This study describes the clinical and laboratory findings, the etiology, and the short‐ and long‐term prognosis of a large cohort of cats with ACKD. Because cats with ACKD require intensive treatment, often with prolonged hospitalization and considerable financial costs, tools to assess the short‐ and long‐term prognosis are important for clinical decision‐making.

The clinical presentation of cats in this study resembles that of AKI, as in both conditions the most common manifestations include lethargy, anorexia, and vomiting. 19 This similarity, with the concurrent azotemia, might make differentiation between ACKD and AKI challenging in some cases. However, weight loss, noted in 39% of this cohort, is more characteristic of CKD, 7 and when present, could be helpful to distinguish ACKD from AKI. 19

This cohort had a relatively high proportion of nonspayed females. Although in our country, some female cats are not spayed, the proportion of nonspayed cats in this cohort is considerably higher compared to their proportion in our hospital's population, and the reasons for this discrepancy are unclear. Yet, this relatively high, unexpected proportion of nonspayed females likely had neither a role in the acute exacerbation of the CKD, nor any influence on the findings of this study.

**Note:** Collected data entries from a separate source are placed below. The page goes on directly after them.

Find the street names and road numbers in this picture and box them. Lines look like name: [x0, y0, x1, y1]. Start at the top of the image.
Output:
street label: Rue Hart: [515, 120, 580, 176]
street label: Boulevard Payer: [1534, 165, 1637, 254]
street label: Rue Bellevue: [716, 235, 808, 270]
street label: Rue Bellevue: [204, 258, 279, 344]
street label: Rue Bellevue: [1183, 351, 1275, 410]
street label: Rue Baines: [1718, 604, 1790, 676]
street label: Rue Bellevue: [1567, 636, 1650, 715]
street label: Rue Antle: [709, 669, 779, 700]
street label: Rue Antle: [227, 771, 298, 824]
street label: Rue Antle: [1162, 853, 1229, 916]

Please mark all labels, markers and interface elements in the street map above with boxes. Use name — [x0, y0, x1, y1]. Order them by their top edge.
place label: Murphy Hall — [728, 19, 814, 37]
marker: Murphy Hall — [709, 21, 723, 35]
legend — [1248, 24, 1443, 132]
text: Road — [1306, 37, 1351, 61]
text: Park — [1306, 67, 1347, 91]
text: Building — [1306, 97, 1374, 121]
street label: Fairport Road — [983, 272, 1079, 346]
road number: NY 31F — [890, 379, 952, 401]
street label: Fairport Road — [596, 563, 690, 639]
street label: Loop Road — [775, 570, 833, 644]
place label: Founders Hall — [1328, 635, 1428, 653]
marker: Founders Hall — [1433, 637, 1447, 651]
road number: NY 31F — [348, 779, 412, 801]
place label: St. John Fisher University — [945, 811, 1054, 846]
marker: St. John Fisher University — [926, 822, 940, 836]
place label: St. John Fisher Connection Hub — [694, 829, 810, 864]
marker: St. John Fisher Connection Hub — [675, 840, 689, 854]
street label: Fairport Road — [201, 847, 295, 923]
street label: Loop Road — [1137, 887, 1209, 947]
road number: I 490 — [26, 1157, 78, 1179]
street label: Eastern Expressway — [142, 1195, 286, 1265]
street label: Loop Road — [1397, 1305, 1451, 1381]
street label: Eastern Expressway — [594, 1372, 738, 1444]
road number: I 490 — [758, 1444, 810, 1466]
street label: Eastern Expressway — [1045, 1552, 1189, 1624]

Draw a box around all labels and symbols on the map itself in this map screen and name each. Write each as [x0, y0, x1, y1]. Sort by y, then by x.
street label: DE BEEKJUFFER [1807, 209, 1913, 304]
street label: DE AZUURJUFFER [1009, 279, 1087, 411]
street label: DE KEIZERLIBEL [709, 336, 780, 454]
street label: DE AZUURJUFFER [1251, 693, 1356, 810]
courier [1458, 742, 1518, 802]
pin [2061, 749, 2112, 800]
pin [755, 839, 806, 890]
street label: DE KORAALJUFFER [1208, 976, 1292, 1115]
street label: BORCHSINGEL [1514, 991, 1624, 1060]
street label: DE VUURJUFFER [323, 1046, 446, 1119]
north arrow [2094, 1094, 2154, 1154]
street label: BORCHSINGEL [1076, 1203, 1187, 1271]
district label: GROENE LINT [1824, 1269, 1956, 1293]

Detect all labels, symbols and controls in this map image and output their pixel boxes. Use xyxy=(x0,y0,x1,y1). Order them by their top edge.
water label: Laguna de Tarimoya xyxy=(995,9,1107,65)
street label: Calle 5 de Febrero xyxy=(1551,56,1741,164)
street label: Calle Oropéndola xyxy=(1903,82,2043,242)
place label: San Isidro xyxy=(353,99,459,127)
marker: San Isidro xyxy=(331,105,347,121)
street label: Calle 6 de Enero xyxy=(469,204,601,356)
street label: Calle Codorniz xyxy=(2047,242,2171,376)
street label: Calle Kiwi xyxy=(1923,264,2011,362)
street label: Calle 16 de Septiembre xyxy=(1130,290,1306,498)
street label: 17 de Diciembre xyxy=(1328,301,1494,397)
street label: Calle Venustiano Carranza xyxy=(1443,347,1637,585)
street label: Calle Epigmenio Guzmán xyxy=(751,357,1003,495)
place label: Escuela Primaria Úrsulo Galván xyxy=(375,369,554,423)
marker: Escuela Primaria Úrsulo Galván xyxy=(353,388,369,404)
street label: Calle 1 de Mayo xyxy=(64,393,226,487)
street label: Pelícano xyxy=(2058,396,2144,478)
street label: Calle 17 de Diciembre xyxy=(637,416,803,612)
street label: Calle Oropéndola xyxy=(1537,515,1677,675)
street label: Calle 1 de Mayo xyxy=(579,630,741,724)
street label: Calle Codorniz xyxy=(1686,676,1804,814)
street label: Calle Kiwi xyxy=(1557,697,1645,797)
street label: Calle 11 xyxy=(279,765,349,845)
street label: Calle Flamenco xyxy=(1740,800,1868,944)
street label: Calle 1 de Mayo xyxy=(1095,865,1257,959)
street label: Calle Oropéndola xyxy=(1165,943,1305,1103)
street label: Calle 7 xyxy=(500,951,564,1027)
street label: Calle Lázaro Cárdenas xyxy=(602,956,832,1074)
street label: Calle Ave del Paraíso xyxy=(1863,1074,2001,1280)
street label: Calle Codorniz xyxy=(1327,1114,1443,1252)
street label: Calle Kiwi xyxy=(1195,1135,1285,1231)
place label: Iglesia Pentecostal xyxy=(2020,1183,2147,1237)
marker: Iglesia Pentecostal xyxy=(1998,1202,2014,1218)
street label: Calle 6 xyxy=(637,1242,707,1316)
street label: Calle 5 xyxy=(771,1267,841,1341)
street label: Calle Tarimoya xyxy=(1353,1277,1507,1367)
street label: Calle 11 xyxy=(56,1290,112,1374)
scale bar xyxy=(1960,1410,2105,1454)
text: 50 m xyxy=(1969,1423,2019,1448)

The median age of the cats in this cohort is younger compared to ages of cats diagnosed with CKD in previous reports. 27 , 28 , 29 Possibly, routine health checks (including “geriatric laboratory profiles”) have become more common and clinicians are presently more aware of the clinical significance of small increases in sCr, and apply the IRIS guidelines for sCr trending, all of which result in an earlier diagnosis of CKD. In addition, more sensitive markers (eg, symmetric dimethylarginine) have recently become available, further promoting earlier diagnosis of CKD. The etiology of CKD might also play a role regarding the age upon diagnosis. Ureteral obstruction occurs at relatively younger age 30 , 31 compared with the ages reported for cats with CKD in absence of UO. Although UO often results in acute uremic crisis, in some cats, it may also take a more chronic course, when ureteroliths partially, temporarily, but repeatedly obstruct the ureters, leading to gradual decline of kidney function, which is proportional to the degree and chronicity of the obstructions. 32 , 33 , 34

The etiologies of ACKD were identified in only approximately a third of the cats in this study and were in partial agreement with reported etiologies of AKI. 14 Because acute decrease in kidney function and exacerbation of CKD is suspected to occur commonly in cats, characterization of the etiologies might have a future role in the prevention of this devastating disorder. Some of the present etiologies should be regarded as putative, as cause and effect relationship is difficult to prove. For example, a definitive diagnosis of renal ischemia in natural circumstance is clinically impossible to make. Likewise, occurrence of AKI concurrently with positive bacterial urine culture and consistent ultrasonographic findings is not a definite proof for pyelonephritis. Therefore, etiologies in this study should be regarded as suspected only. In the present study, UO was the most common etiology of ACKD (11%), and was associated with better short‐term outcome, in agreement with a previous study of AKI in cats. 19 The high frequency of UO as a cause of both AKI and ACKD in cats is in accordance with the documented increase in the incidence of calcium oxalate urolithiasis and ureteral calculi in cats in the past decades. 14 , 35 , 36 , 37 The favorable outcome of both UO‐associated AKI and ACKD is probably related to its inciting cause, which can be surgically eliminated. Moreover, the presence of intrinsic kidney injury is associated with the degree and chronicity of the UO. Thus, timely diagnosis and intervention are expected to result in a prompt recovery of kidney function, opposed to other etiologies of ACKD that directly induce renal parenchymal injury. It therefore seems that despite the treatment costs of managing UO, its relatively favorable outcome should encourage owners to pursue treatment, in spite of concurrent CKD. The present results are in accordance with previous findings, reporting UO, pyelonephritis, and ischemia as common etiologies of AKI. 15 , 19 Conversely, nephrotoxicity, a major cause of AKI in cats, 15 , 19 was uncommon herein. The etiology of ACKD was not identified in 66% of cats in this study; however, unknown etiology of ACKD was not associated with worse short‐ or long‐term outcomes, and therefore, should not be considered a negative prognostic factor.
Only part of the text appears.